→ **PROBLEM STATEMENT**: Return the listing below unchanged, but without pictures.

→ **THE INPUT**:
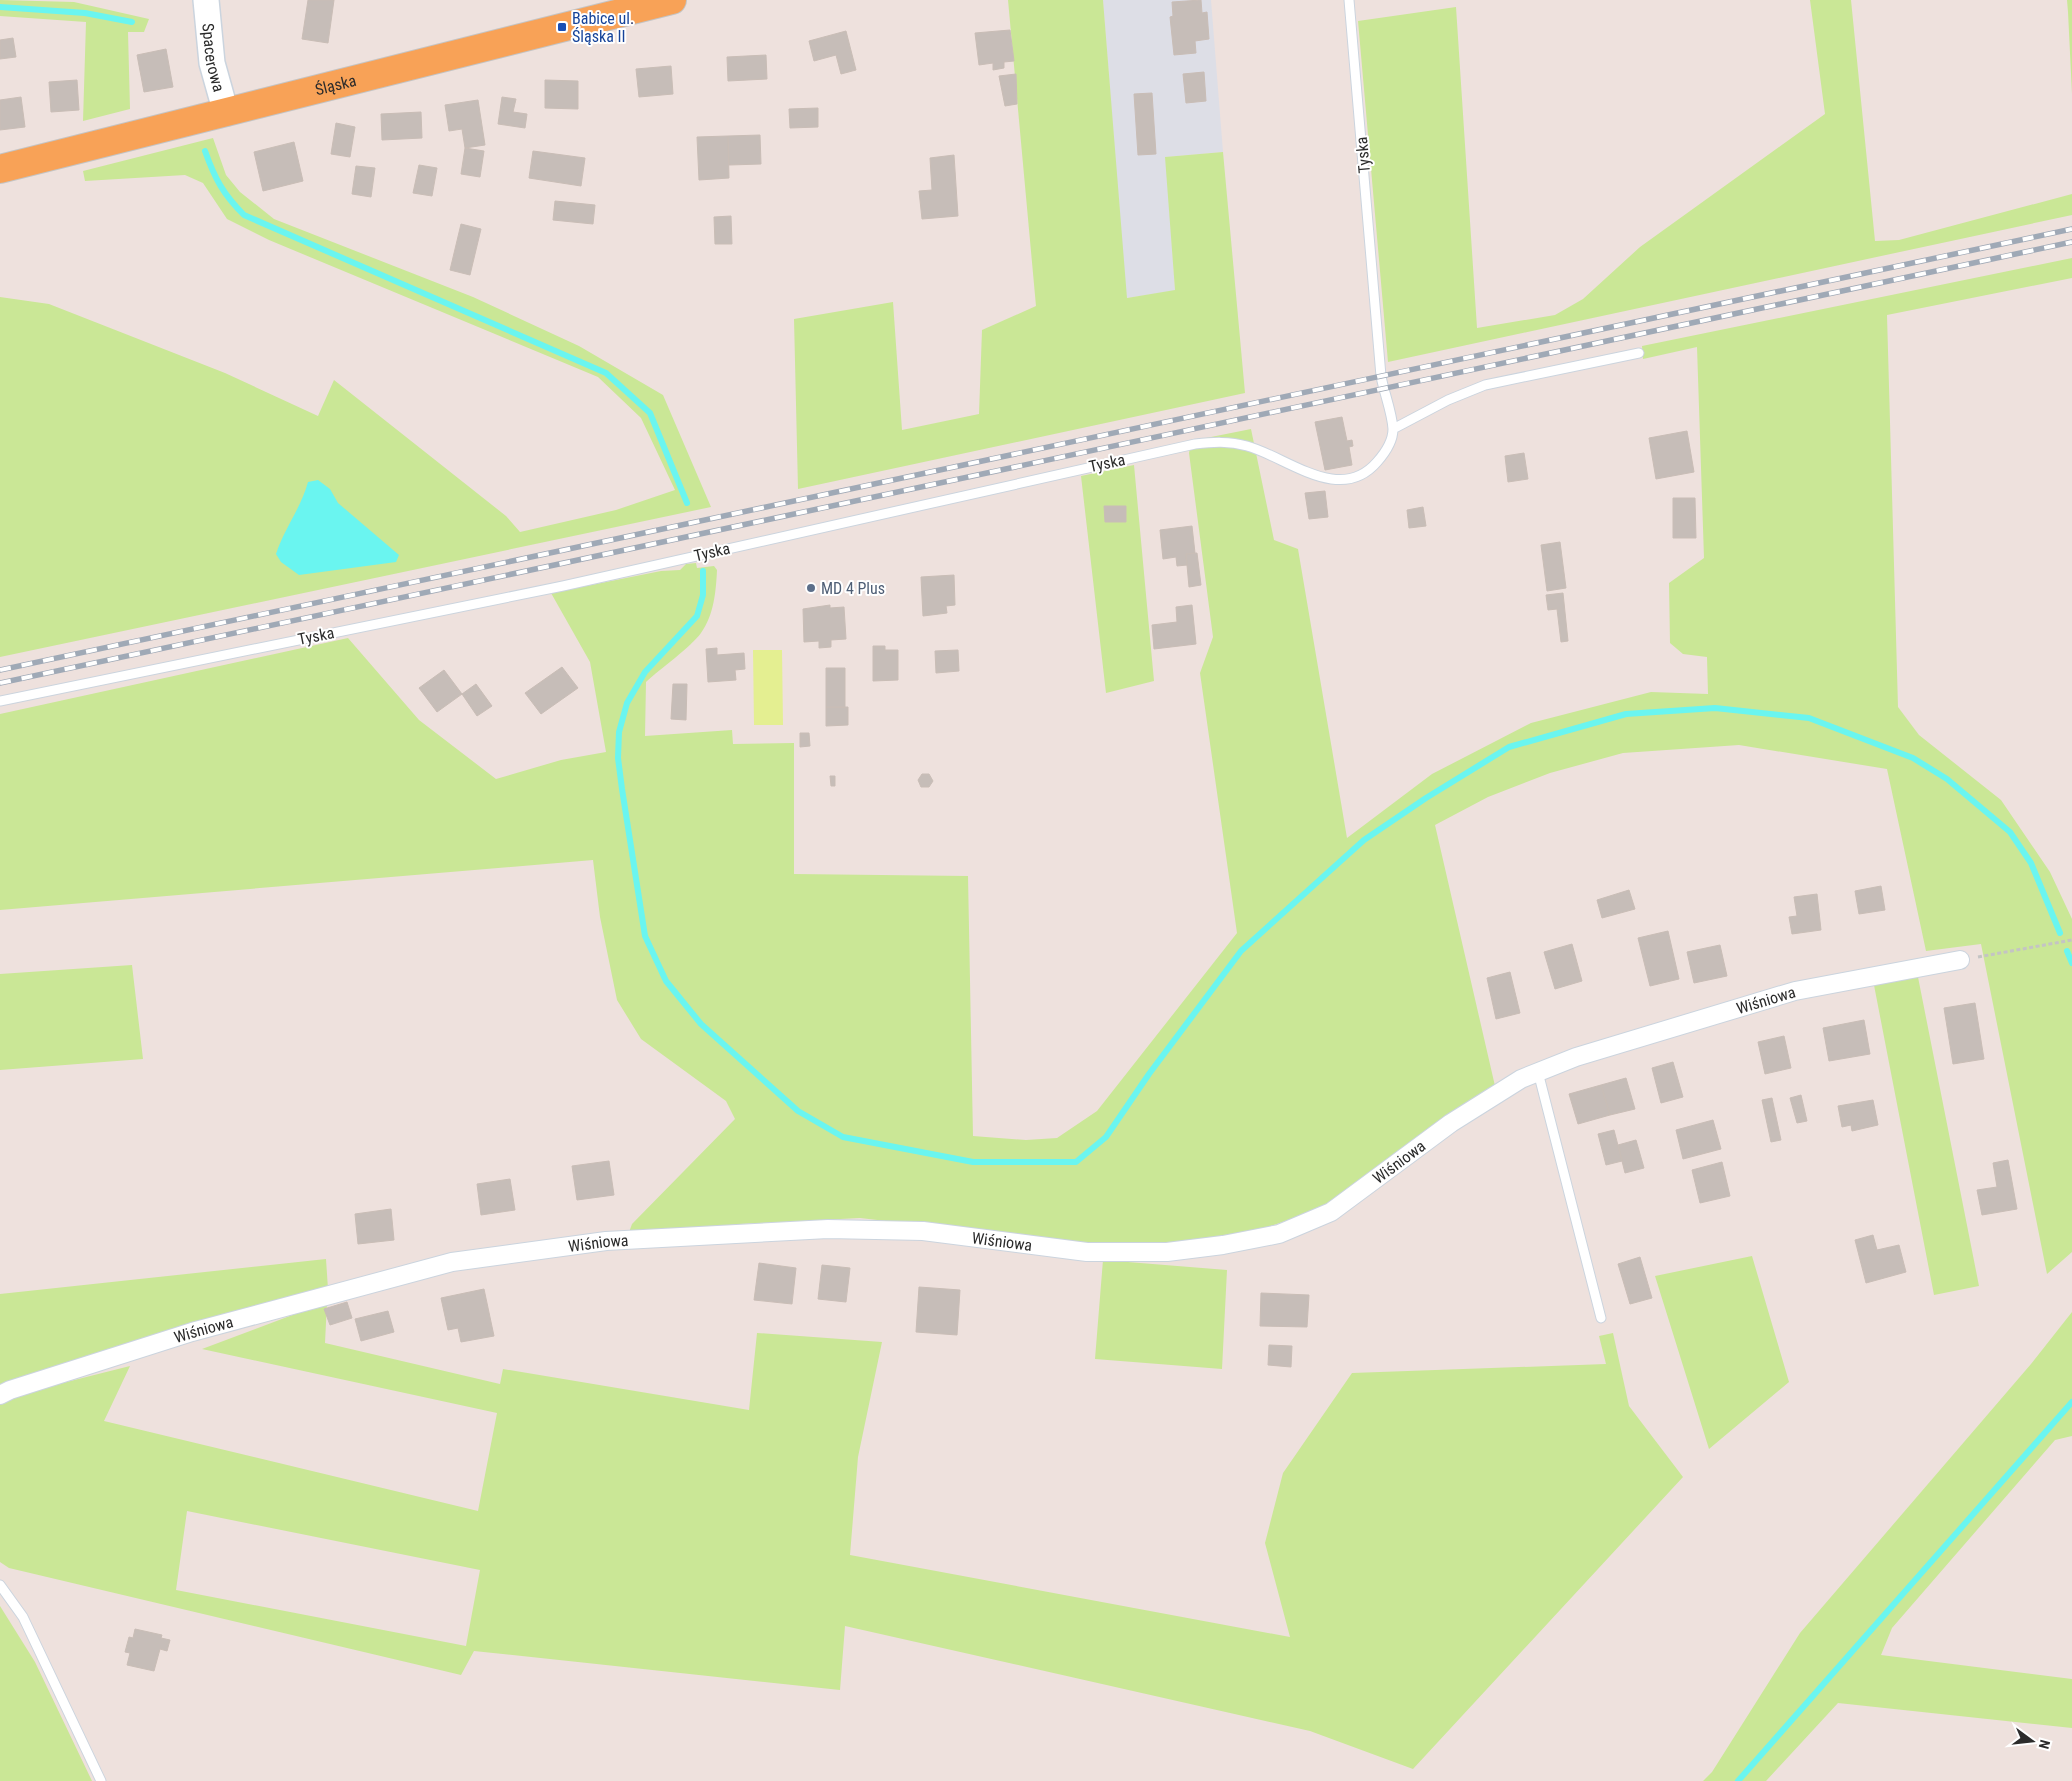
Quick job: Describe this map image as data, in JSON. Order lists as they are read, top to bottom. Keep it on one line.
{"streets":{"main road":["Śląska"],"street":["Spacerowa","Wiśniowa"],"lane":["Tyska"]},"crossings":[["Spacerowa","Śląska"]],"places":{"transit":["Babice ul. Śląska II"],"other":["MD 4 Plus"]},"north":"right"}
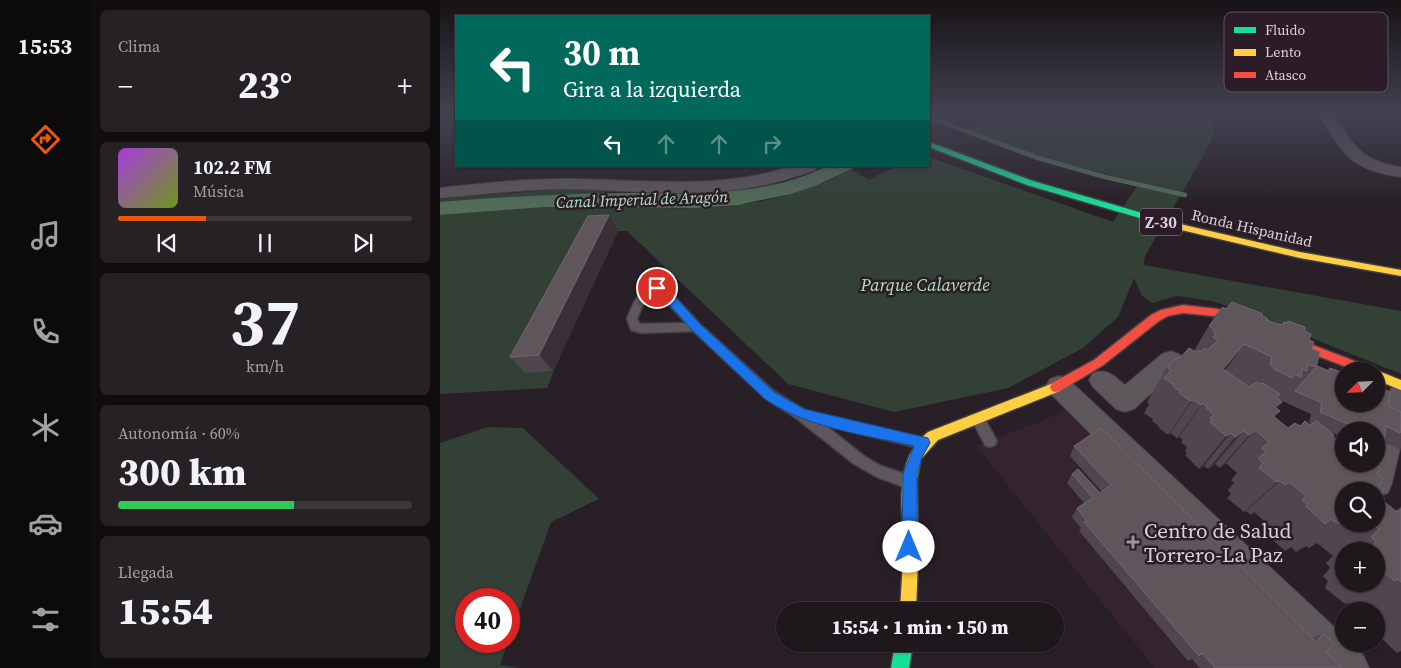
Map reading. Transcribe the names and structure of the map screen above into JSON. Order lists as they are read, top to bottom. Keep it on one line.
{"streets":{"main road":["Z-30","Ronda Hispanidad"]},"water":["Canal Imperial de Aragón"],"parks":["Parque Calaverde"],"places":{"health":["Centro de Salud Torrero-La Paz"]},"legend":["Fluido","Lento","Atasco"],"north":"bottom left","page":{"tabs":"15:53","tile":["Clima",["37","km/h"],["Autonomía · 60%","300 km"],["Llegada","15:54"]],"turn":["30 m","Gira a la izquierda"],"heat":["−","23°","+"],"song":["102.2 FM","Música"],"map_buttons":["+","−"],"limit":"40","trip":"15:54 · 1 min · 150 m"}}
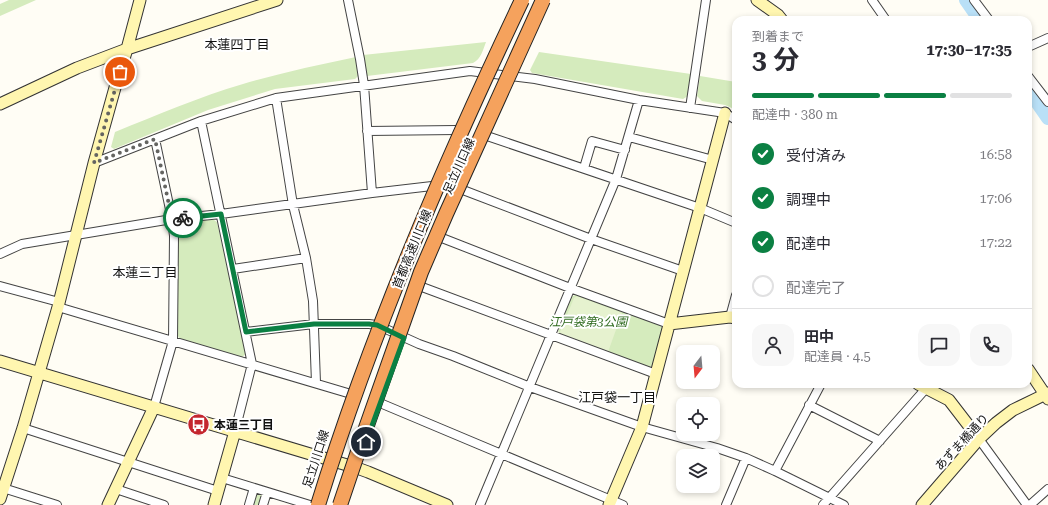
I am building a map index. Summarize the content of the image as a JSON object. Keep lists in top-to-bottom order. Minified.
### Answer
{"streets":{"highway":["首都高速川口線"],"street":["足立川口線","あずま橋通り"]},"districts":["本蓮四丁目","本蓮三丁目","江戸袋一丁目"],"parks":["江戸袋第3公園"],"places":{"bus stop":["本蓮三丁目"]},"north":"bottom","page":{"heading":["3 分","到着まで","17:30–17:35"],"panel":["田中","配達員 · 4.5"],"bar":"配達中 · 380 m","list":[["受付済み","16:58"],["調理中","17:06"],["配達中","17:22"],"配達完了"]}}
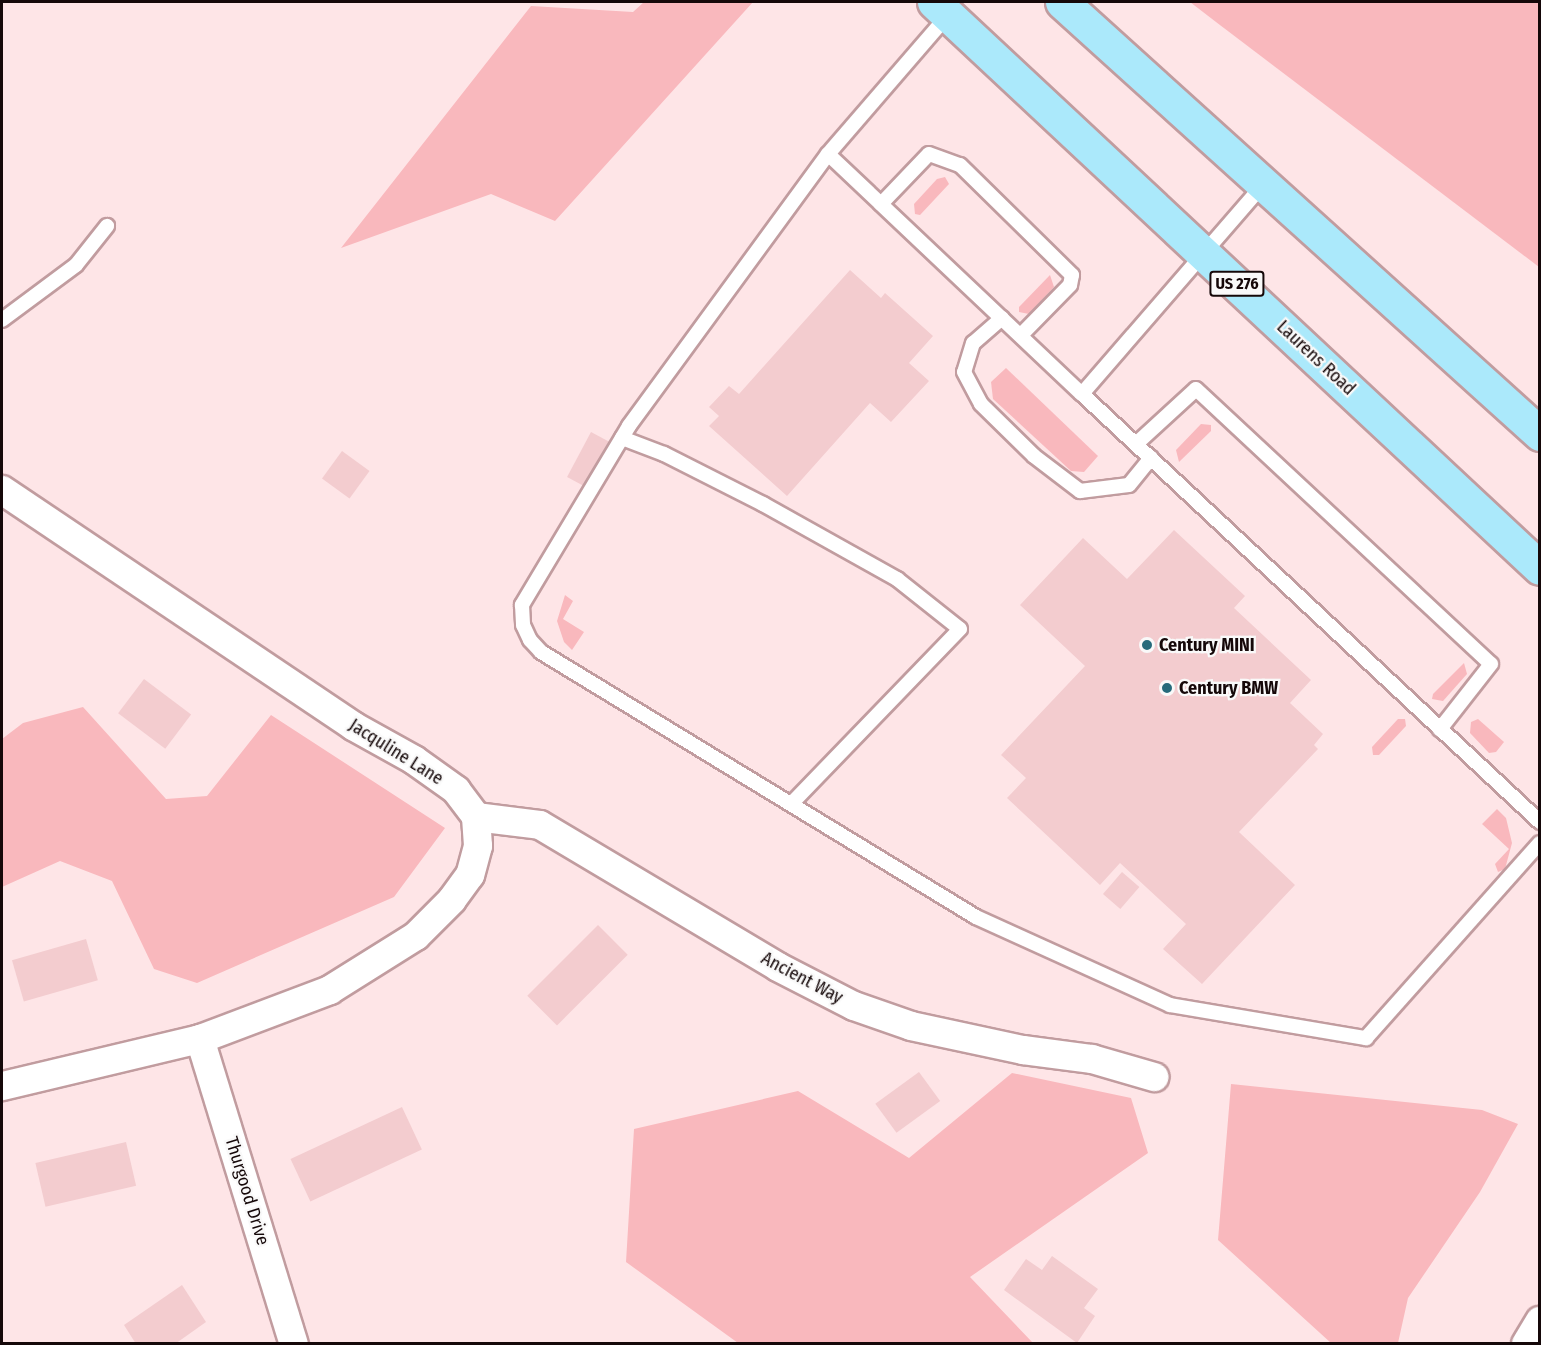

→ **FINAL ANSWER**:
Quick job: Describe this map image as data, in JSON. Order lists as they are read, top to bottom. Keep it on one line.
{"streets":{"main road":["Śląska"],"street":["Spacerowa","Wiśniowa"],"lane":["Tyska"]},"crossings":[["Spacerowa","Śląska"]],"places":{"transit":["Babice ul. Śląska II"],"other":["MD 4 Plus"]},"north":"right"}
Map reading. Transcribe the names and structure of the map screen above into JSON. Order lists as they are read, top to bottom. Keep it on one line.
{"streets":{"main road":["Z-30","Ronda Hispanidad"]},"water":["Canal Imperial de Aragón"],"parks":["Parque Calaverde"],"places":{"health":["Centro de Salud Torrero-La Paz"]},"legend":["Fluido","Lento","Atasco"],"north":"bottom left","page":{"tabs":"15:53","tile":["Clima",["37","km/h"],["Autonomía · 60%","300 km"],["Llegada","15:54"]],"turn":["30 m","Gira a la izquierda"],"heat":["−","23°","+"],"song":["102.2 FM","Música"],"map_buttons":["+","−"],"limit":"40","trip":"15:54 · 1 min · 150 m"}}
I am building a map index. Summarize the content of the image as a JSON object. Keep lists in top-to-bottom order. Minified.
### Answer
{"streets":{"highway":["首都高速川口線"],"street":["足立川口線","あずま橋通り"]},"districts":["本蓮四丁目","本蓮三丁目","江戸袋一丁目"],"parks":["江戸袋第3公園"],"places":{"bus stop":["本蓮三丁目"]},"north":"bottom","page":{"heading":["3 分","到着まで","17:30–17:35"],"panel":["田中","配達員 · 4.5"],"bar":"配達中 · 380 m","list":[["受付済み","16:58"],["調理中","17:06"],["配達中","17:22"],"配達完了"]}}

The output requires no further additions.